Elizabeth Oxley




My Aunt Posts Food Pictures on Instagram

Homemade gazpacho, jade basil, 
bowl of rosy figs. I thought of her today 
when I bought French yogurt 

in demure plastic cups, deciding 
this must be how Parisians stay thin. 
You can have too much of a good thing, 

like Colorado sunshine that sucks the forest dry. 
Wildfires up north pack my backyard 
with ash. I don’t know what possessed me 

to move this far west. I come from a line 
of eastern women—Unami maiden on one side, 
seventeenth-century Salem witch on the other 

(she was that devastating force, a woman 
who spoke her mind). I wish I’d been there,
listening as she told her accusers, come forward,

while deep in New England woods, light 
stuttered among foxglove and hemlock 
before granting darkness the decisive win. 

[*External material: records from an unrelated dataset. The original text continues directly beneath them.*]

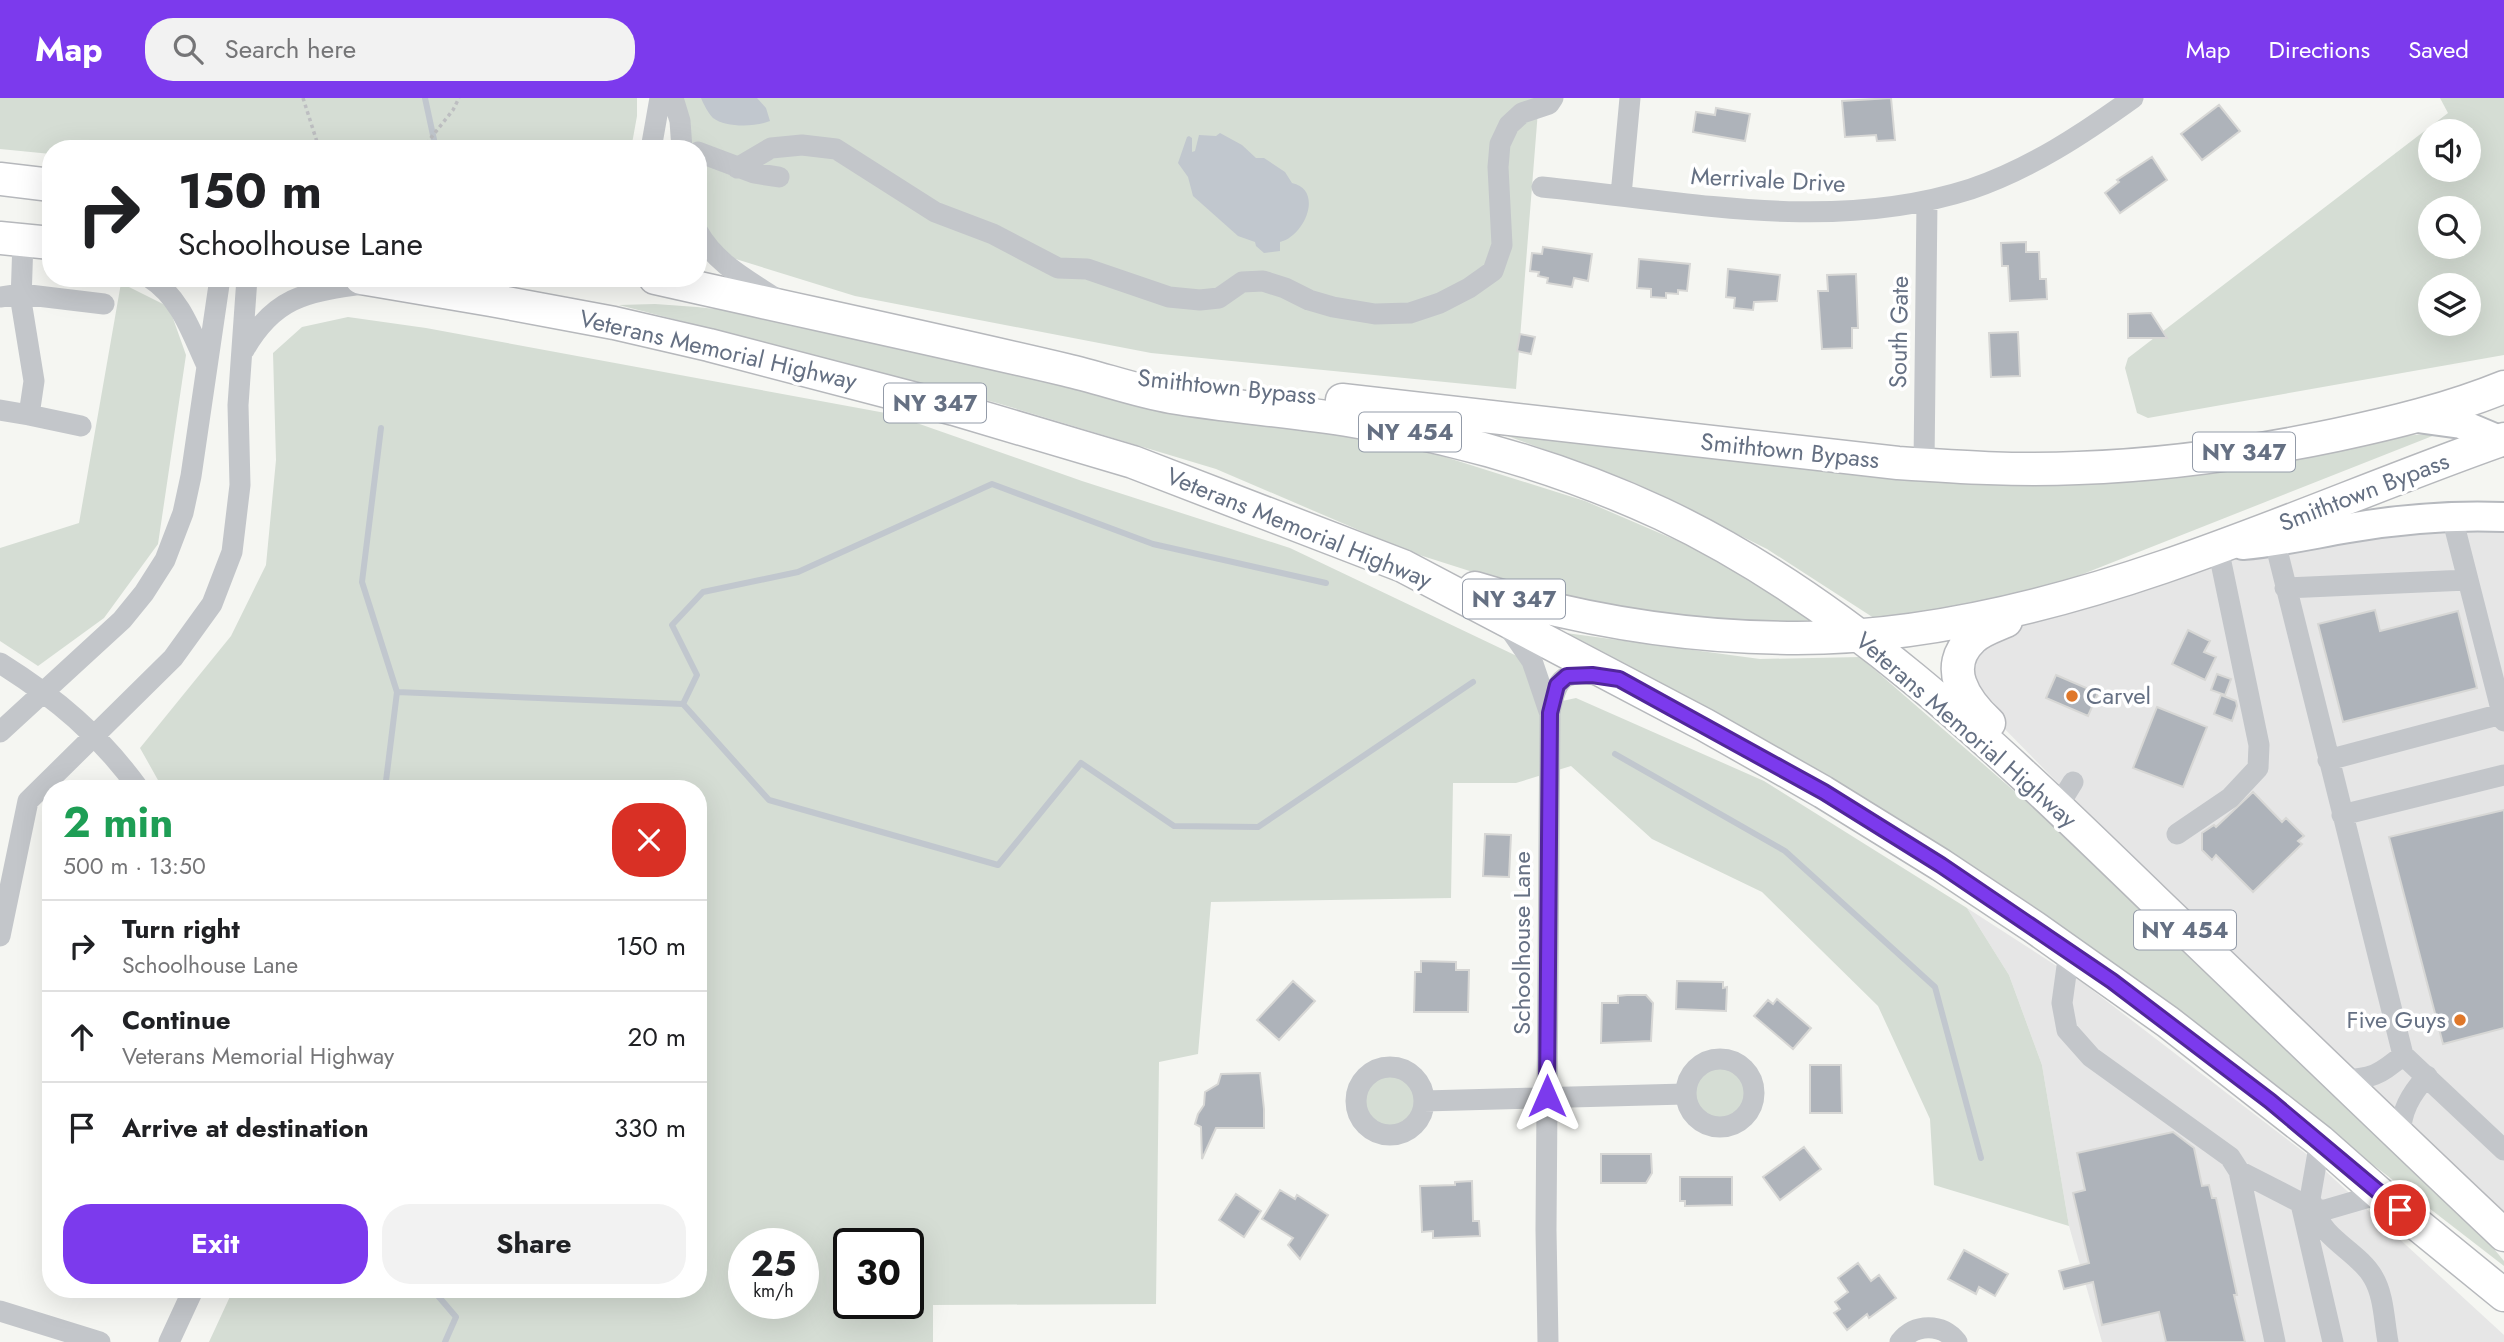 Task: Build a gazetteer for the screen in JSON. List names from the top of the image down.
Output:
{
  "streets": {
    "highway": [
      "Veterans Memorial Highway",
      "Smithtown Bypass",
      "NY 347",
      "NY 454"
    ],
    "street": ["Merrivale Drive", "South Gate", "Schoolhouse Lane"]
  },
  "crossings": [
    ["Merrivale Drive", "South Gate"],
    ["South Gate", "Smithtown Bypass"],
    ["Veterans Memorial Highway", "Smithtown Bypass"],
    ["Veterans Memorial Highway", "Schoolhouse Lane"]
  ],
  "places": ["Carvel", "Five Guys"],
  "page": {
    "header": "Map",
    "search": "Search here",
    "nav": ["Map", "Directions", "Saved"],
    "turn": ["150 m", "Schoolhouse Lane"],
    "heading": ["2 min", "500 m · 13:50"],
    "list": [
      {
        "name": "Turn right",
        "note": "Schoolhouse Lane",
        "value": "150 m"
      },
      {
        "name": "Continue",
        "note": "Veterans Memorial Highway",
        "value": "20 m"
      },
      {
        "name": "Arrive at destination",
        "value": "330 m"
      }
    ],
    "buttons": ["Exit", "Share"],
    "speed": "25 km/h",
    "limit": "30"
  }
} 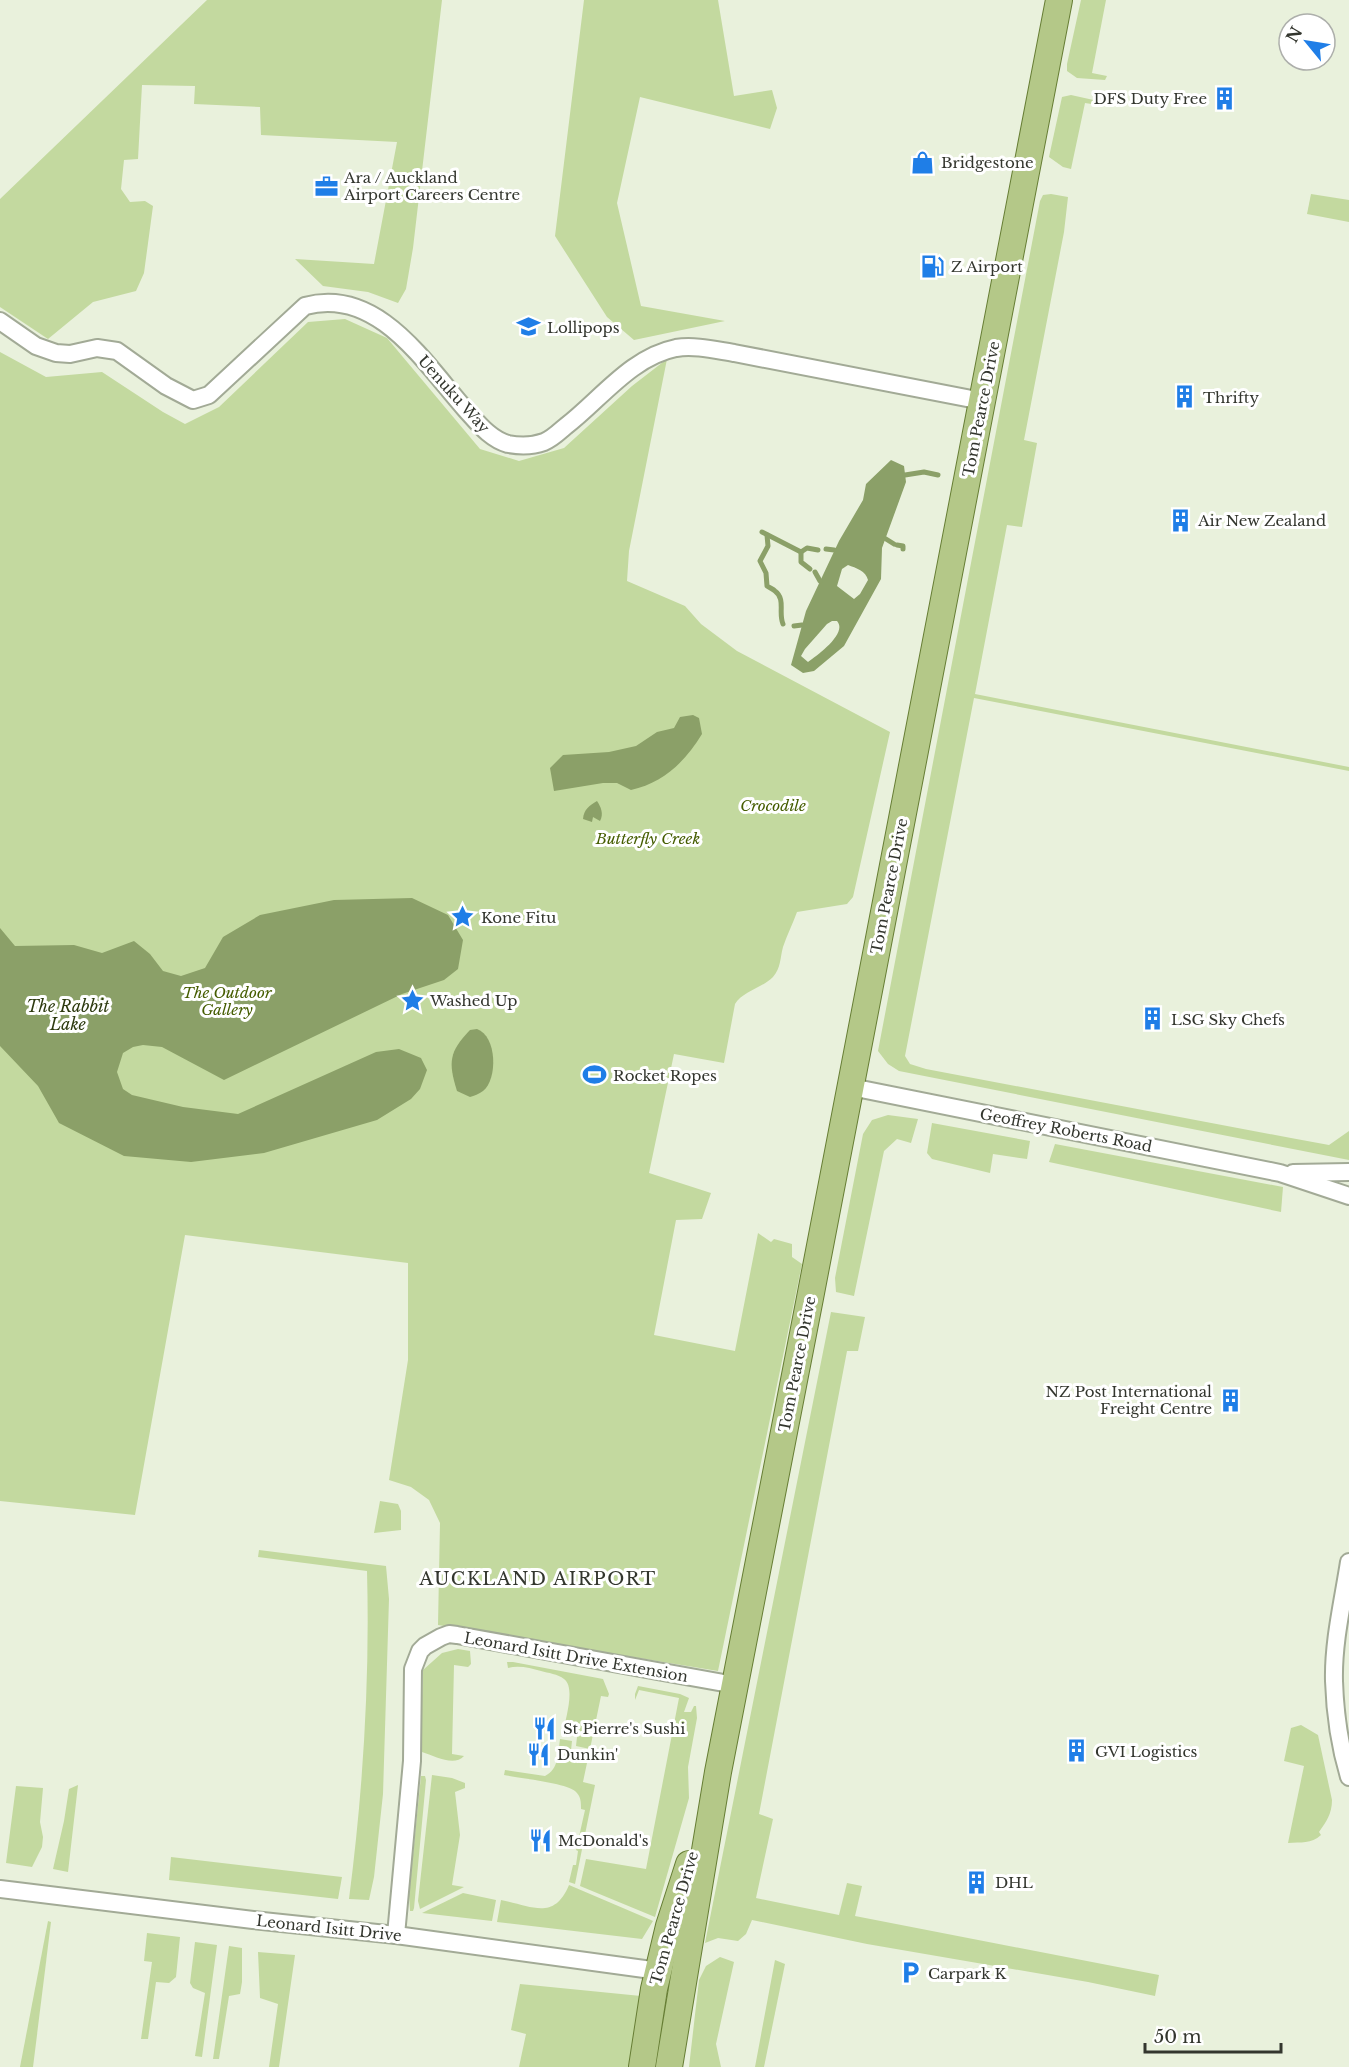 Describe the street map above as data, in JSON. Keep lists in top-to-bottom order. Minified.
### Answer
{"streets":{"main road":["Tom Pearce Drive"],"street":["Uenuku Way","Geoffrey Roberts Road","Leonard Isitt Drive Extension","Leonard Isitt Drive"]},"crossings":[["Uenuku Way","Tom Pearce Drive"],["Tom Pearce Drive","Geoffrey Roberts Road"],["Tom Pearce Drive","Leonard Isitt Drive Extension"],["Tom Pearce Drive","Leonard Isitt Drive"],["Leonard Isitt Drive Extension","Leonard Isitt Drive"]],"districts":["AUCKLAND AIRPORT"],"water":["The Rabbit Lake"],"parks":["Crocodile","Butterfly Creek","The Outdoor Gallery"],"places":{"building":["DFS Duty Free","Thrifty","Air New Zealand","LSG Sky Chefs","NZ Post International Freight Centre","GVI Logistics","DHL"],"shop":["Bridgestone"],"office":["Ara / Auckland Airport Careers Centre"],"fuel station":["Z Airport"],"school or university":["Lollipops"],"place":["Kone Fitu","Washed Up"],"sports":["Rocket Ropes"],"restaurant":["St Pierre's Sushi","Dunkin'","McDonald's"],"parking":["Carpark K"]},"scale_bar":"50 m","north":"top left"} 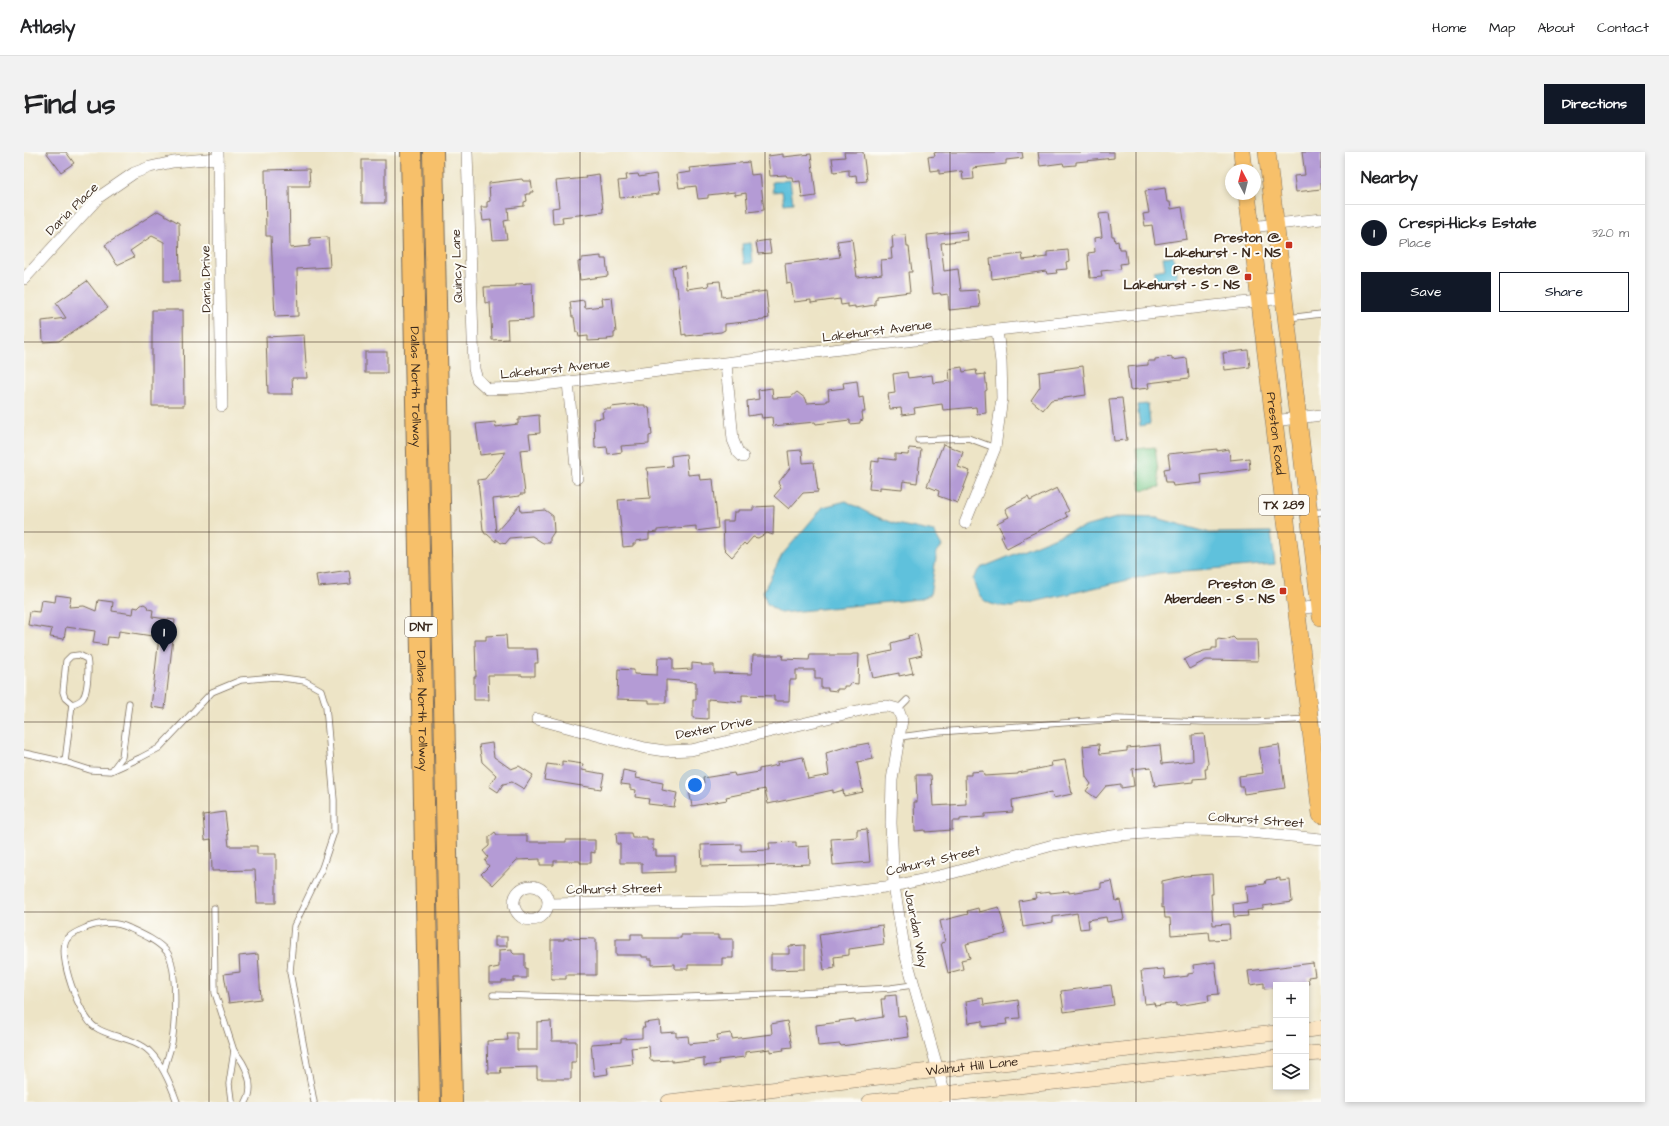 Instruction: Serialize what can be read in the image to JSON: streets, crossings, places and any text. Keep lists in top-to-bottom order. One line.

I was born afflicted with hesitation. 
Not my aunt, who’s always planted herself 
with the underdog and freak, which is to say 

with me, in days of my divorce, when depression
strained my seams. She muddled mint for mojitos,  
let me cry it out beneath her guest bedroom duvet.

It’s twenty-twenty now, year of zeros, the world 
starved for beauty. I scroll through her feed: 
peppers roasted, rich saffron stew. Her kitchen 

is morgue and resurrectory. On her table, 
orange begonias. Hair tied back, my aunt 
casts the pinch of pink and crucial salt.